# secret underground shelter for shtf with minimal tools



## chemikle (Feb 16, 2015)

Hello everyone and thanks for joining , today I will talk about progress in my hidden shelter , I was there , I decided to make only the middle part folding , covered it with debris and actually stay dry in a small rain , also I made a Georgian corn bread with cheese , also thought I almost lost my dog but turned out he was hiding in the shelter so guess the hidden part works , lol
So to not bore you with much talking here is the video and some pictures


----------



## MisterMills357 (Apr 15, 2015)

Ingenious, and a very intelligent design, I congratulate you.

I see that you location is Tiblisi, Georgia; there was a serious civil war there back in the 1990's following the Soviet Unions disintegration, and collapse.
I remember it being covered on the news.

Edward Shevardnadze was the President then, and he was pretty tough. He was a high ranking Communist in the Soviet Union, for a long time.
[I remember odd things, and they seem to stick like glue in my mind. The split up of the Soviet Union was messy.]


----------



## Mad Trapper (Feb 12, 2014)

Only thing I don't like about those is water infiltration in heavy rains. Can get over most of that with some ditches/drainage. 

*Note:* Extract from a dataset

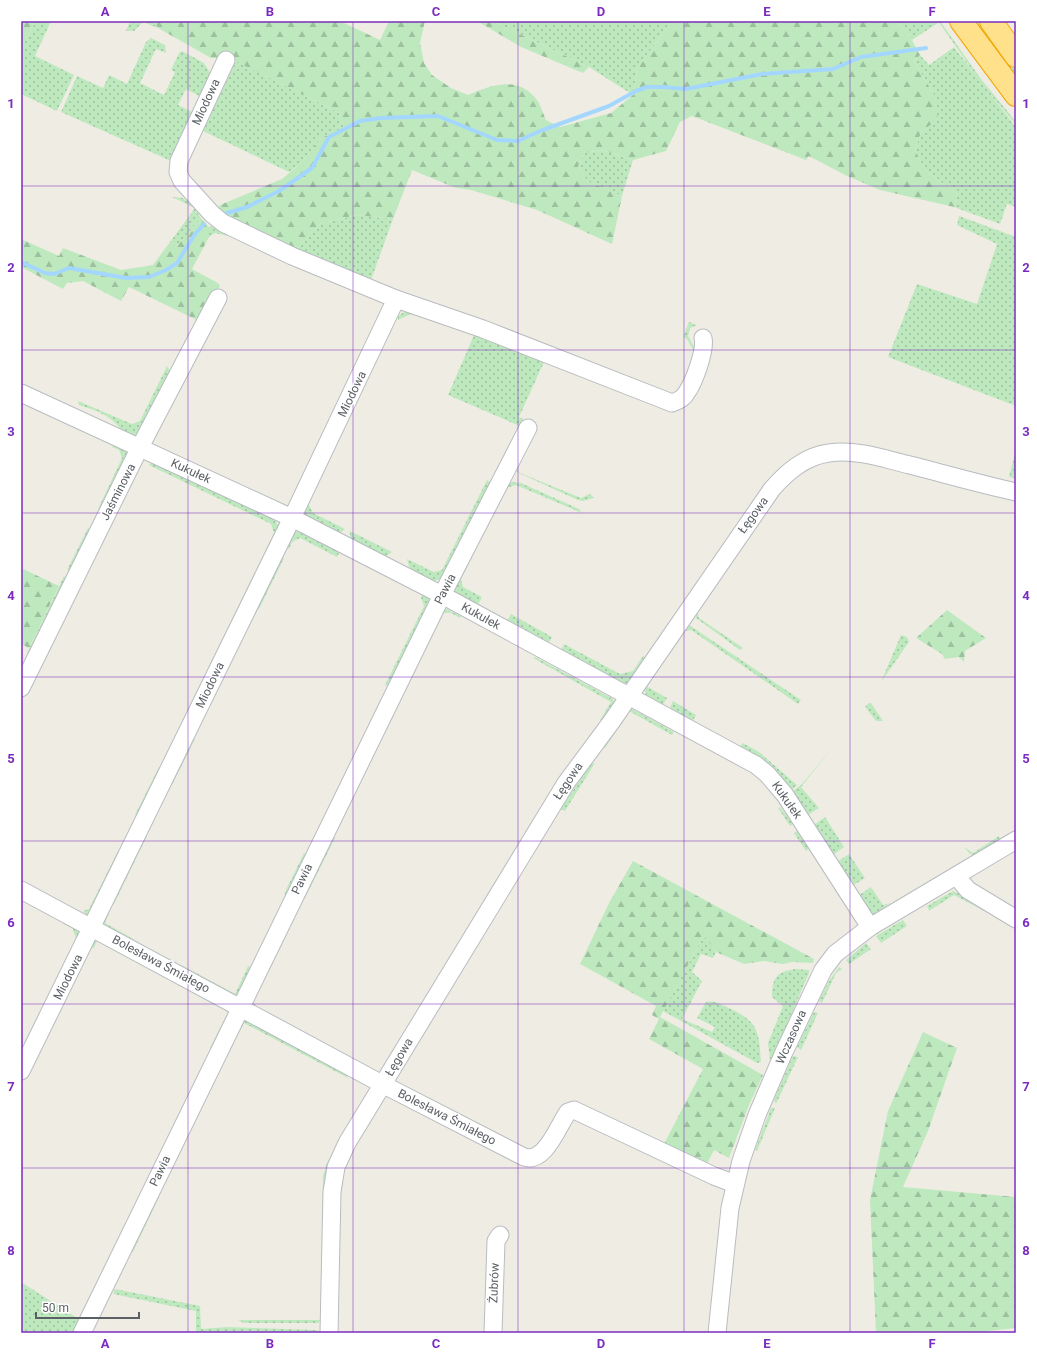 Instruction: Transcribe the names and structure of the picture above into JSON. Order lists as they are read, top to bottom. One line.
{"streets":{"street":["Miodowa","Kukułek","Jaśminowa","Łęgowa","Pawia","Bolesława Śmiałego","Wczasowa","Żubrów"]},"crossings":[["Miodowa","Kukułek"],["Miodowa","Bolesława Śmiałego"],["Kukułek","Jaśminowa"],["Kukułek","Łęgowa"],["Kukułek","Pawia"],["Kukułek","Wczasowa"],["Łęgowa","Bolesława Śmiałego"],["Pawia","Bolesława Śmiałego"],["Bolesława Śmiałego","Wczasowa"]],"scale_bar":"50 m","grid":{"columns":["A","B","C","D","E","F"],"rows":["1","2","3","4","5","6","7","8"]}} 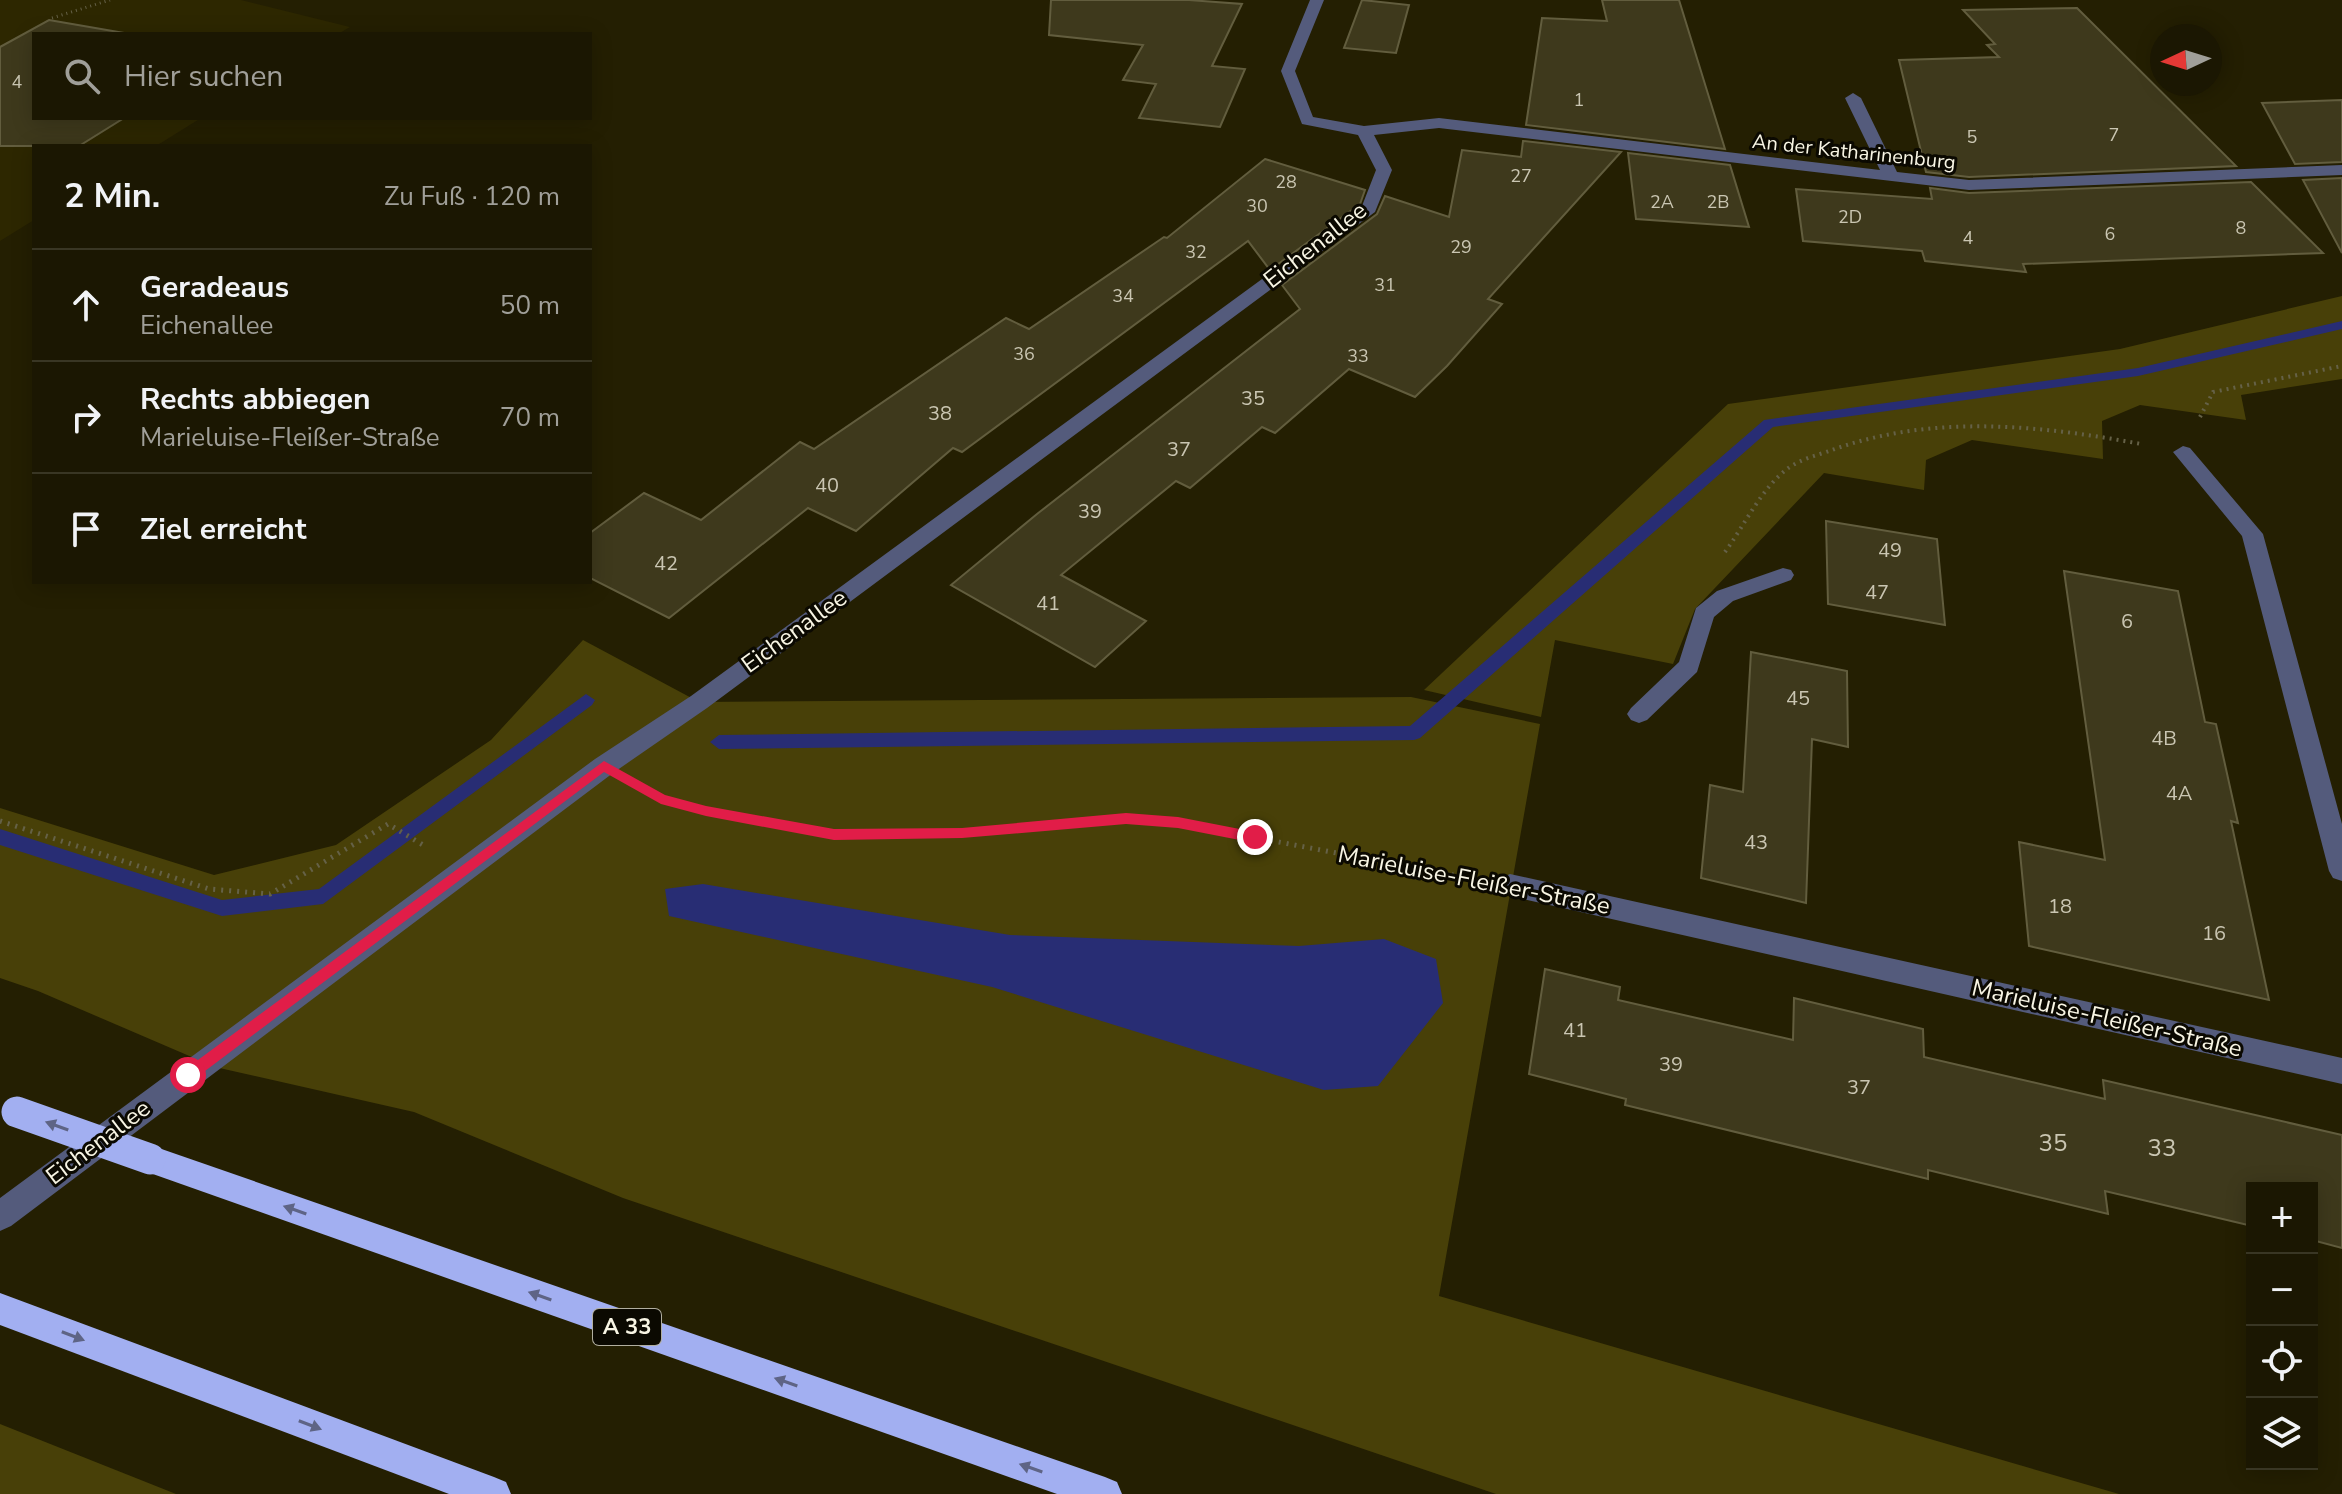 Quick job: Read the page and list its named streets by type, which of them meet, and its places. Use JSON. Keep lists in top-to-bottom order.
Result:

If you run small a tunnel uphill, it can be your chimney, and have your hearth/woodstove inside with door down.

Overall great work!


----------



## 1skrewsloose (Jun 3, 2013)

He did mention small rain.


----------



## Annie (Dec 5, 2015)

Sweet!


----------



## chemikle (Feb 16, 2015)

Thank you very much ! New video will be out today where I make a pulley to lift the roof and dig behind to avoid rain water


----------



## StratMaster (Dec 26, 2017)

Love your videos @chemikle


----------



## chemikle (Feb 16, 2015)

MisterMills357 said:


> Ingenious, and a very intelligent design, I congratulate you.
> 
> I see that you location is Tiblisi, Georgia; there was a serious civil war there back in the 1990's following the Soviet Unions disintegration, and collapse.
> I remember it being covered on the news.
> ...


Yeah those where very bad times , but it was caused by Russian kgb , we had a president who was patriot and truly a man of honor and amazing person , first president of independent Georgia , but they only gave him 11 months until killing him , the kgb brought guy named Jaba Ioseliani , which was a thief by law and made him a leader can you imagine that? they planted hate for the president and they where hunting for him and people started hating him for no reason just like that(good job done by kgb) then they assaulted the parlament where the president was hiding for a week , then he escaped in chechnya and then came back in west part of Georgia but he was betraid and killed , then there was chaos until 1995ish or so , random shootings happening in streets , people in lines for bread , everyone walking with ak's it was some dark days.... but thank God it all settled and now we have a very democratic goverment , too democratic I would say, turned in to one of the safest places with lowest crime rates


----------



## chemikle (Feb 16, 2015)

Thank you !


----------



## Annie (Dec 5, 2015)

This world's getting crazier by the minute. People blowing themselves up in churches, Pope sending money to the hoards of people at our border, clergy and theologians writing that the pope's a heretic and calling on the bishops to do something about him, things are now in freefall. I think I'd like to go live in a hole in the ground like that. It has its appeal.


----------



## StratMaster (Dec 26, 2017)

Annie said:


> This world's getting crazier by the minute. People blowing themselves up in churches, Pope sending money to the hoards of people at our border, clergy and theologians writing that the pope's a heretic and calling on the bishops to do something about him, things are now in freefall. I think I'd like to go live in a hole in the ground like that. It has its appeal.


Boy I hear THAT!


----------



## Annie (Dec 5, 2015)

chemikle said:


> Yeah those where very bad times , but it was caused by Russian kgb , we had a president who was patriot and truly a man of honor and amazing person , first president of independent Georgia , but they only gave him 11 months until killing him , the kgb brought guy named Jaba Ioseliani , which was a thief by law and made him a leader can you imagine that? they planted hate for the president and they where hunting for him and people started hating him for no reason just like that(good job done by kgb) then they assaulted the parlament where the president was hiding for a week , then he escaped in chechnya and then came back in west part of Georgia but he was betraid and killed , then there was chaos until 1995ish or so , random shootings happening in streets , people in lines for bread , everyone walking with ak's it was some dark days.... but thank God it all settled and now we have a very democratic goverment , too democratic I would say, turned in to one of the safest places with lowest crime rates


I'm happy to hear things are better for you now.


----------



## chemikle (Feb 16, 2015)

Annie said:


> I'm happy to hear things are better for you now.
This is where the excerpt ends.